PORTLAND, Ore., Jan. 8, 2013 (GLOBE NEWSWIRE) -- Precision Castparts Corp.
(NYSE:PCP) (PCC) announced today that it has completed its acquisition of
Titanium Metals Corporation (NYSE:TIE) (Timet). Timet has been a subsidiary of
ELIT Acquisition Sub Corp. (Acquisition Sub), a wholly-owned subsidiary of
PCC, since December 21, 2012. Acquisition Sub, as the owner of more than 90%
of the outstanding shares of Timet common stock, completed a short-form merger
with Timet on January 7, 2013, as a result of which Timet became a
wholly-owned subsidiary of PCC. Each remaining share of Timet common stock not
tendered in PCC's previous tender offer for Timet shares (other than shares as
to which holders properly exercise appraisal rights) was converted in the
merger into the right to receive $16.50 without interest and less any
applicable withholding of taxes.As a result of the merger, Timet common stock
will cease to be traded on the New York Stock Exchange.

About Precision Castparts Corp.

Precision Castparts Corp. is a worldwide, diversified manufacturer of complex
metal components and products.It serves the aerospace, power, and general
industrial markets.PCC is the market leader in manufacturing large, complex
structural investment castings, airfoil castings, forged components,
aerostructures and highly engineered, critical fasteners for aerospace
applications.In addition, PCC is the leading producer of airfoil castings for
the industrial gas turbine market.PCC also manufactures extruded seamless
pipe, fittings, forgings, and clad products for power generation and oil & gas
applications; commercial and military airframe aerostructures; and metal
alloys and other materials to the casting and forging industries.

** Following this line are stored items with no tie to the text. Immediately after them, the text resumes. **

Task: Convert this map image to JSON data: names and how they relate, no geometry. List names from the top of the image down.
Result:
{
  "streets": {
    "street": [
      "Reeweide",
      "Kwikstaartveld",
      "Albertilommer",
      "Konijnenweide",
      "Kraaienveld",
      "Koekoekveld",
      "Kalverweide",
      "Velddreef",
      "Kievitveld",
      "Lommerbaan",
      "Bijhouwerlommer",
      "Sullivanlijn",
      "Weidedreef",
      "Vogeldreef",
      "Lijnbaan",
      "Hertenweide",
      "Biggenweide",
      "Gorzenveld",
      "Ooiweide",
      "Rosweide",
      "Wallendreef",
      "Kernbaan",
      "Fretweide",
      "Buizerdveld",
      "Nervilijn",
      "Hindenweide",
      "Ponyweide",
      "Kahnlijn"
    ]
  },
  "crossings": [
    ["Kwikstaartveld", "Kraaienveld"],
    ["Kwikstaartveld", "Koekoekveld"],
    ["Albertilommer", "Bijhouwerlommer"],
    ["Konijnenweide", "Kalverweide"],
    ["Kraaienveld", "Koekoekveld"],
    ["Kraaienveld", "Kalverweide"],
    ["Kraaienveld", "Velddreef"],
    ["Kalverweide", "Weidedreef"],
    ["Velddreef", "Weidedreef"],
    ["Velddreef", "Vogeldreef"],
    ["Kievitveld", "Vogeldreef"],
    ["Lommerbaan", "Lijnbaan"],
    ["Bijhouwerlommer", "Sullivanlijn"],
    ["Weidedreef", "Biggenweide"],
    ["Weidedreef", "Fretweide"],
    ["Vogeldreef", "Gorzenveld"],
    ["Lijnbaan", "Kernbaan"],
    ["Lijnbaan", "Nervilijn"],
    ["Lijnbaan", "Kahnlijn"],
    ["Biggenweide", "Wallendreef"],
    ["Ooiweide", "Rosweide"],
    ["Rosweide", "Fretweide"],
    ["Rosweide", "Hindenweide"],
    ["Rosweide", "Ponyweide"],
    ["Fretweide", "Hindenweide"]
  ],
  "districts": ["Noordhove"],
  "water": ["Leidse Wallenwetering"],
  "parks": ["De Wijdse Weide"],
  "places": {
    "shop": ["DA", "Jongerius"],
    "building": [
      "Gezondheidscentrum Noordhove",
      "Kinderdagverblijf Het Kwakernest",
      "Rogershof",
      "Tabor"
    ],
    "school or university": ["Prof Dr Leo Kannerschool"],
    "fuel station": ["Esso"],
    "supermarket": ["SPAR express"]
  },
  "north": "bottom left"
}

The Precision Castparts Corp. logo is available at
http://www.globenewswire.com/newsroom/prs/?pkgid=8204

About Titanium Metals Corporation

Timet offers a full range of titanium products, including ingot and slab,
forging billet, and mill forms.Timet is vertically integrated, capable of
making its own titanium sponge.In 2011, more than 75 percent of Timet's sales
were to aerospace and defense end markets, with PCC representing more than 15
percent of total sales.Timet operates seven primary melting or mill
facilities in Henderson, Nevada; Toronto, Ohio; Morgantown, Pennsylvania;
Vallejo, California; Witton, England; Waunarlwydd, Wales; and Ugine, France,
and employs approximately 2,750 people.

Forward-Looking Statements

This release contains forward-looking statements, within the meaning of the
Private Securities Litigation Reform Act of 1995, based on current
expectations or beliefs, as well as a number of assumptions about future
events.The following factors, among others, could cause actual results to
differ materially from those described in these forward-looking statements:
the risk that Timet's business will not be successfully integrated with PCC's
business; costs associated with the merger and tender offer; fluctuations in
the aerospace, power generation, and general industrial cycles; the relative
success of PCC's entry into new markets; competitive pricing; the financial
viability of PCC's significant customers; the concentration of a substantial
portion of our business with a relatively small number of key customers; the
impact on PCC of customer or supplier labor disputes; the uncertainty of
litigation, the costs and expenses of litigation, the potential material
adverse effect litigation could have on PCC's business and results of
operations if an adverse determination in litigation is made, and the time and
attention required of management to attend to litigation; demand, timing, and
market acceptance of new commercial and military programs, including the
Boeing 787; the availability and cost of energy, materials, supplies, and
insurance; the cost of pension benefits and post-retirement medical benefits;
equipment failures; product liability claims; relations with PCC's employees;
PCC's ability to manage its operating costs and to integrate other acquired
businesses in an effective manner; misappropriation of our intellectual
property rights; governmental regulations and environmental matters; risks
associated with international operations and world economies; the relative
stability of certain foreign currencies; the impact of adverse weather or
natural disasters; the availability and cost of financing; and implementation
of new technologies and process improvement.Any forward-looking statements
should be considered in light of these factors.PCC undertakes no obligation
to publicly release any forward-looking information to reflect anticipated or
unanticipated events or circumstances after the date of this document.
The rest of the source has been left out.